*** PROVIDED DATA ***

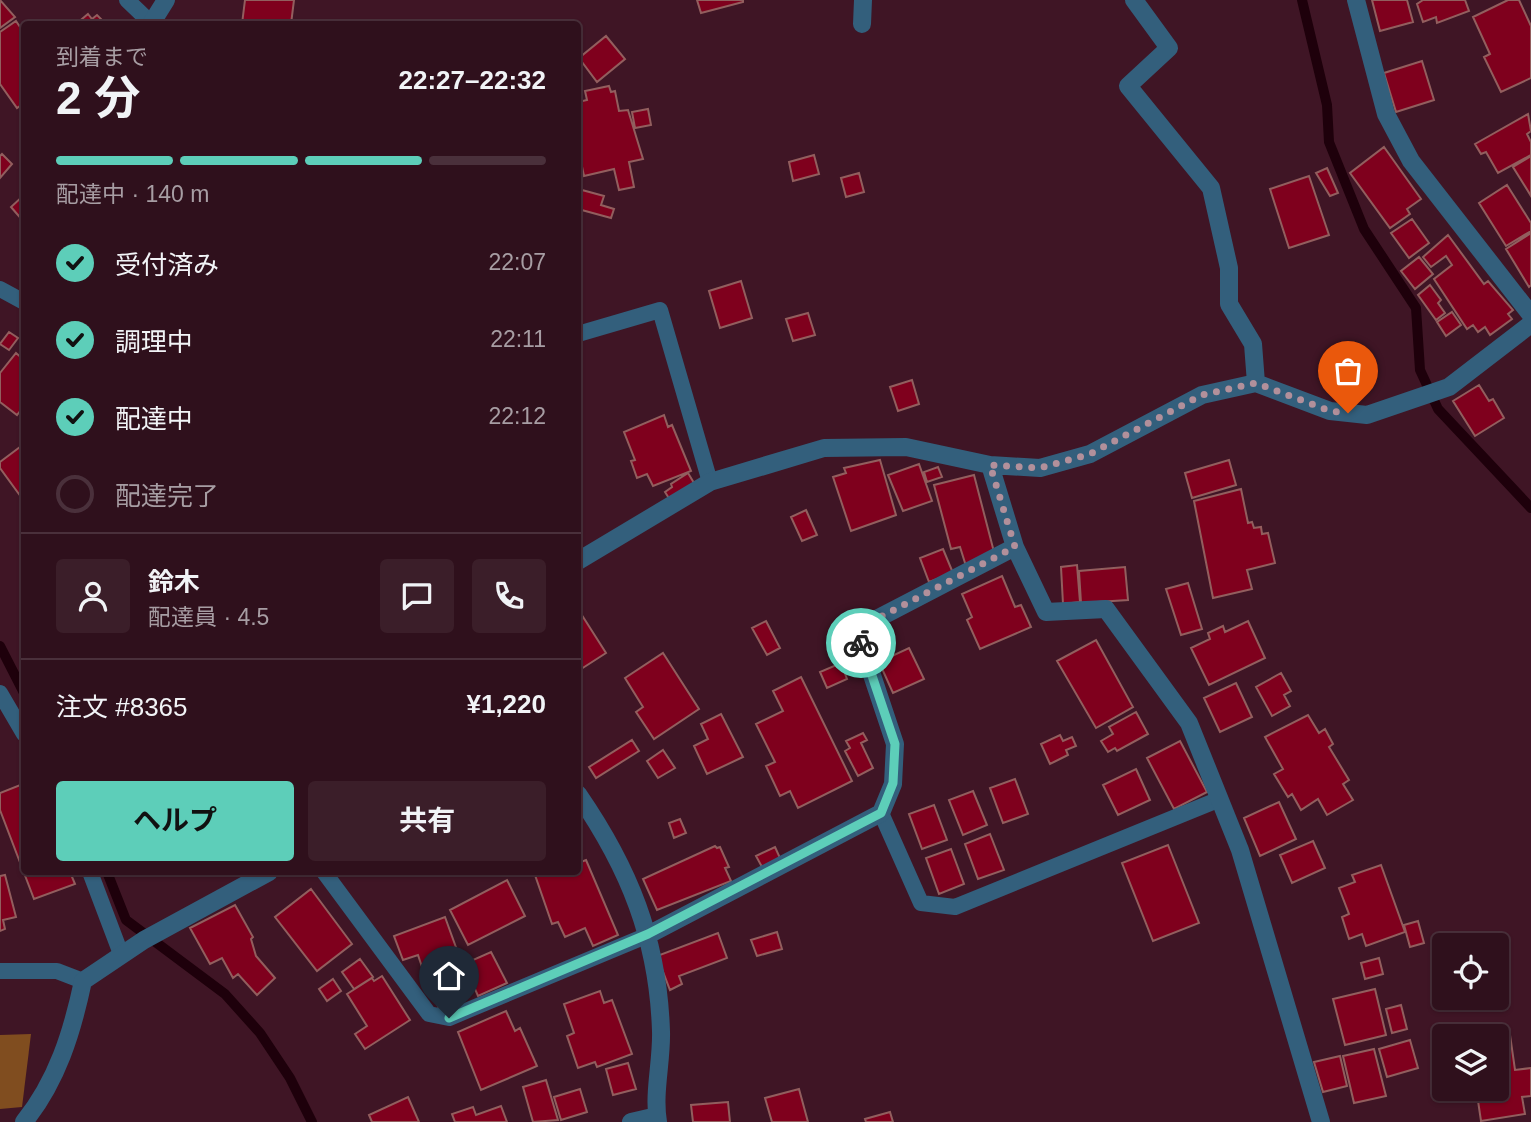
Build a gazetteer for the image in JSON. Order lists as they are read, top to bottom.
{
  "page": {
    "heading": ["2 分", "到着まで", "22:27–22:32"],
    "panel": [
      "鈴木",
      "配達員 · 4.5",
      "注文 #8365",
      "¥1,220"
    ],
    "bar": "配達中 · 140 m",
    "list": [
      ["受付済み", "22:07"],
      ["調理中", "22:11"],
      ["配達中", "22:12"],
      "配達完了"
    ],
    "buttons": ["ヘルプ", "共有"]
  }
}
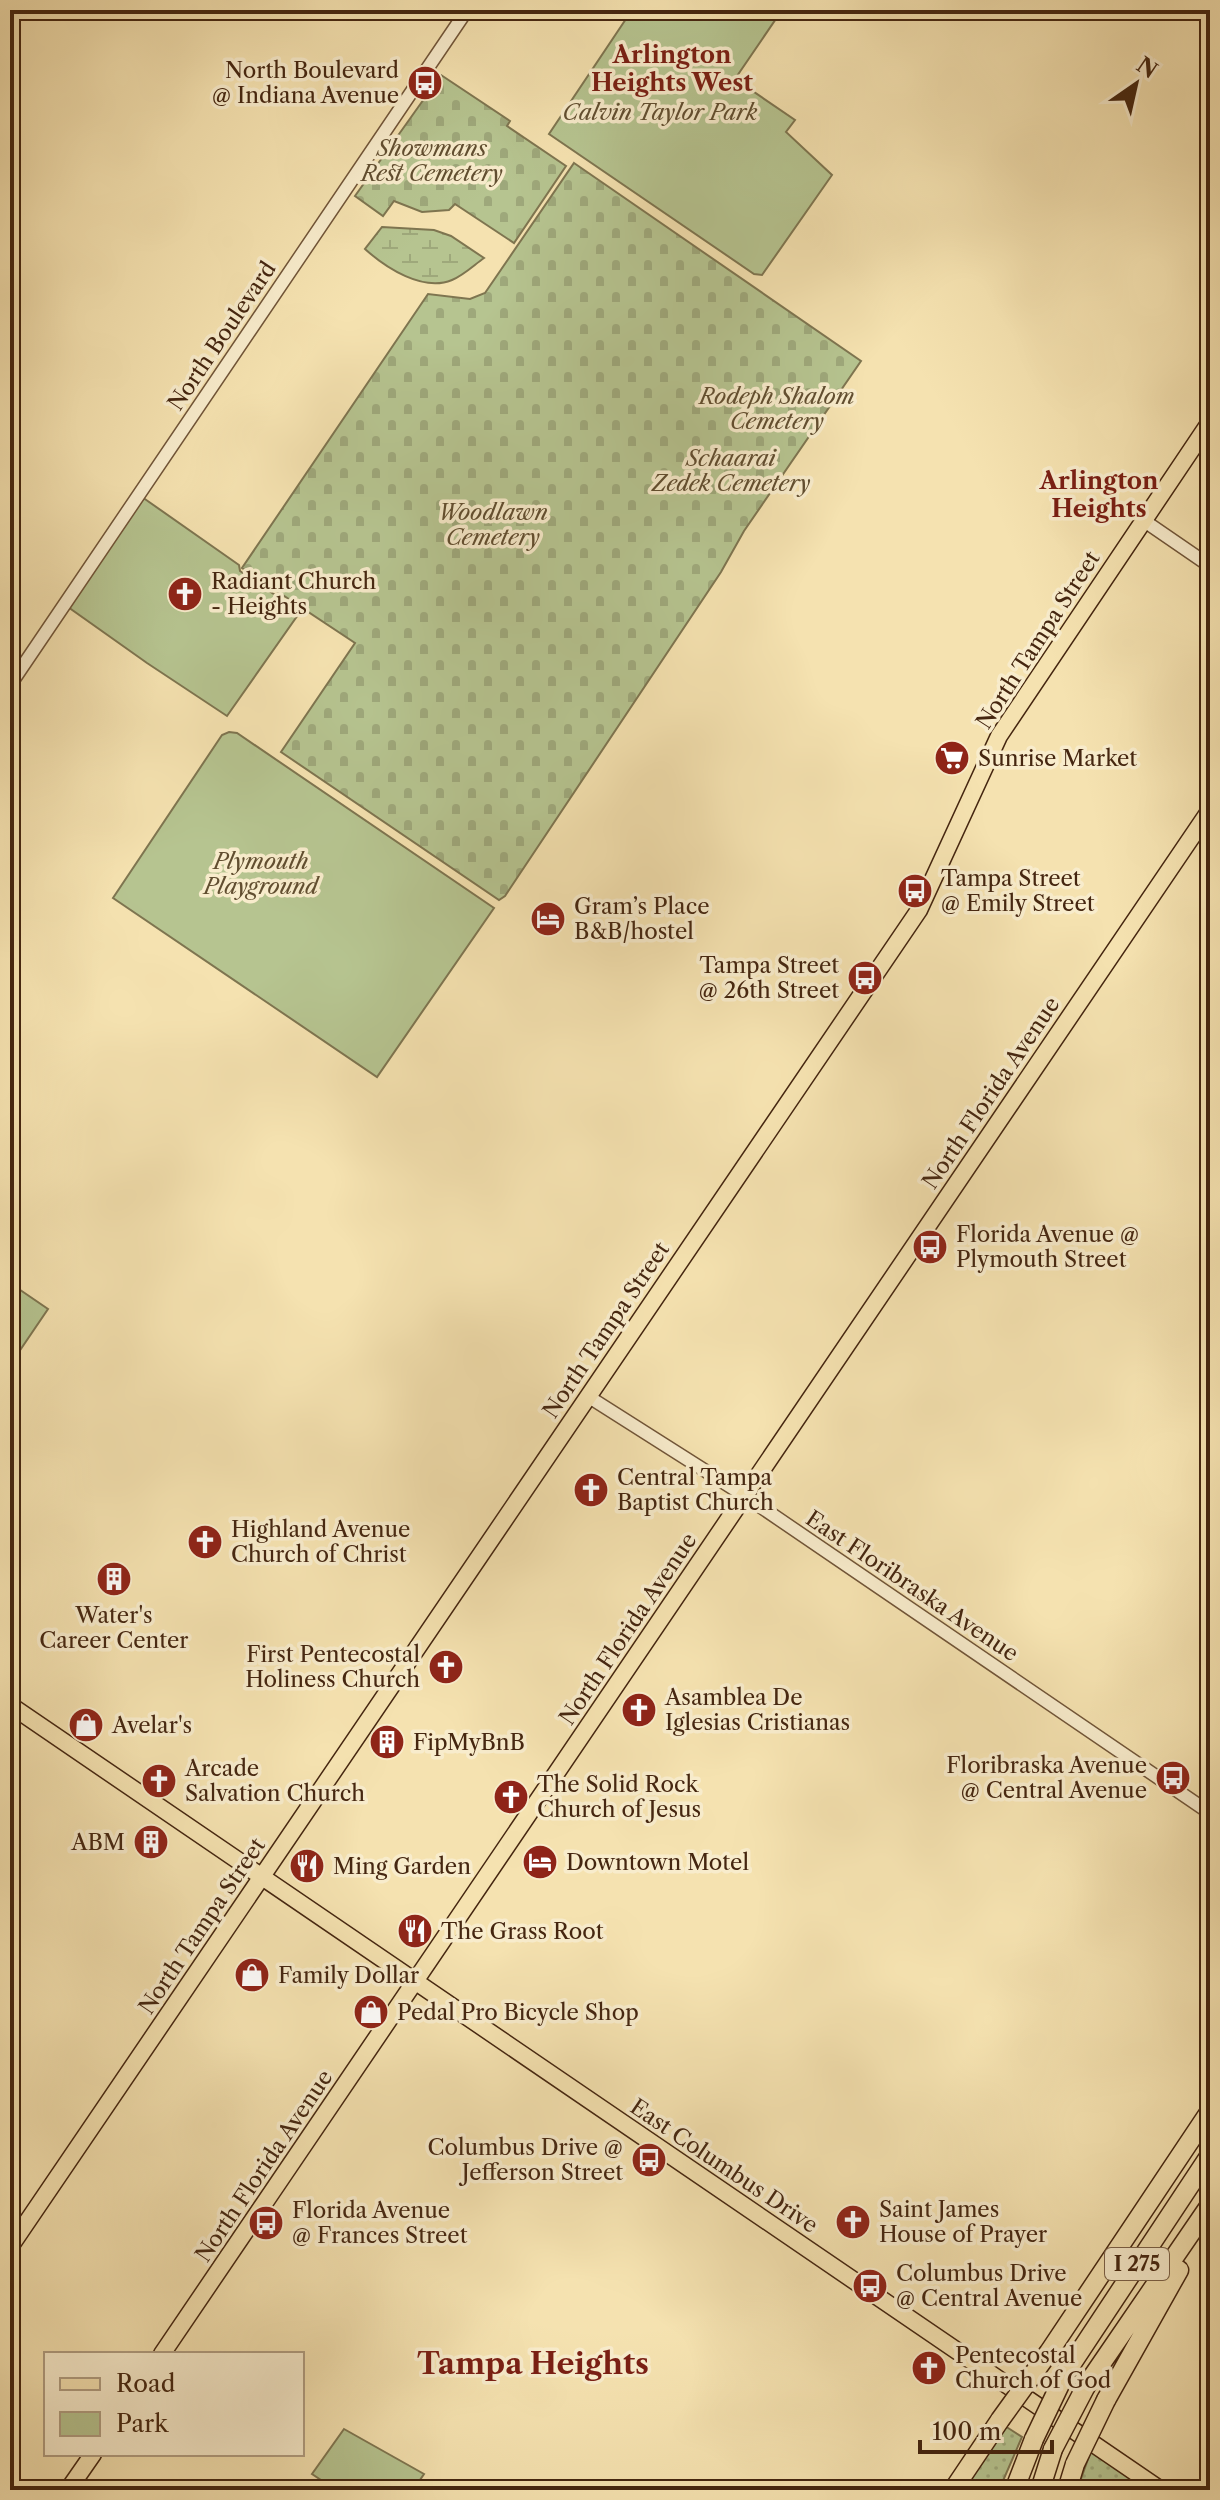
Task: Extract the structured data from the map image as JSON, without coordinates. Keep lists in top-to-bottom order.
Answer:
{
  "streets": {
    "highway": ["I 275"],
    "main road": ["North Tampa Street", "North Florida Avenue", "East Columbus Drive"],
    "street": ["North Boulevard", "East Floribraska Avenue"]
  },
  "crossings": [
    ["North Tampa Street", "East Floribraska Avenue"],
    ["North Tampa Street", "East Columbus Drive"],
    ["North Florida Avenue", "East Floribraska Avenue"],
    ["North Florida Avenue", "East Columbus Drive"]
  ],
  "districts": ["Arlington Heights West", "Arlington Heights", "Tampa Heights"],
  "parks": [
    "Calvin Taylor Park",
    "Showmans Rest Cemetery",
    "Rodeph Shalom Cemetery",
    "Schaarai Zedek Cemetery",
    "Woodlawn Cemetery",
    "Plymouth Playground"
  ],
  "places": {
    "bus stop": [
      "North Boulevard @ Indiana Avenue",
      "Tampa Street @ Emily Street",
      "Tampa Street @ 26th Street",
      "Florida Avenue @ Plymouth Street",
      "Floribraska Avenue @ Central Avenue",
      "Columbus Drive @ Jefferson Street",
      "Florida Avenue @ Frances Street",
      "Columbus Drive @ Central Avenue"
    ],
    "church": [
      "Radiant Church - Heights",
      "Central Tampa Baptist Church",
      "Highland Avenue Church of Christ",
      "First Pentecostal Holiness Church",
      "Asamblea De Iglesias Cristianas",
      "Arcade Salvation Church",
      "The Solid Rock Church of Jesus",
      "Saint James House of Prayer",
      "Pentecostal Church of God"
    ],
    "supermarket": ["Sunrise Market"],
    "hotel": ["Gram’s Place B&B/hostel", "Downtown Motel"],
    "building": ["Water's Career Center", "FipMyBnB", "ABM"],
    "shop": ["Avelar's", "Family Dollar", "Pedal Pro Bicycle Shop"],
    "restaurant": ["Ming Garden", "The Grass Root"]
  },
  "legend": ["Road", "Park"],
  "scale_bar": "100 m",
  "north": "top right"
}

***

[TASK PROMPT]: Write out each entry again exactly, and skip the pictures.

[RESPONSE TO THE EXERCISE]:
Build a gazetteer for the image in JSON. Order lists as they are read, top to bottom.
{
  "page": {
    "heading": ["2 分", "到着まで", "22:27–22:32"],
    "panel": [
      "鈴木",
      "配達員 · 4.5",
      "注文 #8365",
      "¥1,220"
    ],
    "bar": "配達中 · 140 m",
    "list": [
      ["受付済み", "22:07"],
      ["調理中", "22:11"],
      ["配達中", "22:12"],
      "配達完了"
    ],
    "buttons": ["ヘルプ", "共有"]
  }
}
Task: Extract the structured data from the map image as JSON, without coordinates. Keep lists in top-to-bottom order.
Answer:
{
  "streets": {
    "highway": ["I 275"],
    "main road": ["North Tampa Street", "North Florida Avenue", "East Columbus Drive"],
    "street": ["North Boulevard", "East Floribraska Avenue"]
  },
  "crossings": [
    ["North Tampa Street", "East Floribraska Avenue"],
    ["North Tampa Street", "East Columbus Drive"],
    ["North Florida Avenue", "East Floribraska Avenue"],
    ["North Florida Avenue", "East Columbus Drive"]
  ],
  "districts": ["Arlington Heights West", "Arlington Heights", "Tampa Heights"],
  "parks": [
    "Calvin Taylor Park",
    "Showmans Rest Cemetery",
    "Rodeph Shalom Cemetery",
    "Schaarai Zedek Cemetery",
    "Woodlawn Cemetery",
    "Plymouth Playground"
  ],
  "places": {
    "bus stop": [
      "North Boulevard @ Indiana Avenue",
      "Tampa Street @ Emily Street",
      "Tampa Street @ 26th Street",
      "Florida Avenue @ Plymouth Street",
      "Floribraska Avenue @ Central Avenue",
      "Columbus Drive @ Jefferson Street",
      "Florida Avenue @ Frances Street",
      "Columbus Drive @ Central Avenue"
    ],
    "church": [
      "Radiant Church - Heights",
      "Central Tampa Baptist Church",
      "Highland Avenue Church of Christ",
      "First Pentecostal Holiness Church",
      "Asamblea De Iglesias Cristianas",
      "Arcade Salvation Church",
      "The Solid Rock Church of Jesus",
      "Saint James House of Prayer",
      "Pentecostal Church of God"
    ],
    "supermarket": ["Sunrise Market"],
    "hotel": ["Gram’s Place B&B/hostel", "Downtown Motel"],
    "building": ["Water's Career Center", "FipMyBnB", "ABM"],
    "shop": ["Avelar's", "Family Dollar", "Pedal Pro Bicycle Shop"],
    "restaurant": ["Ming Garden", "The Grass Root"]
  },
  "legend": ["Road", "Park"],
  "scale_bar": "100 m",
  "north": "top right"
}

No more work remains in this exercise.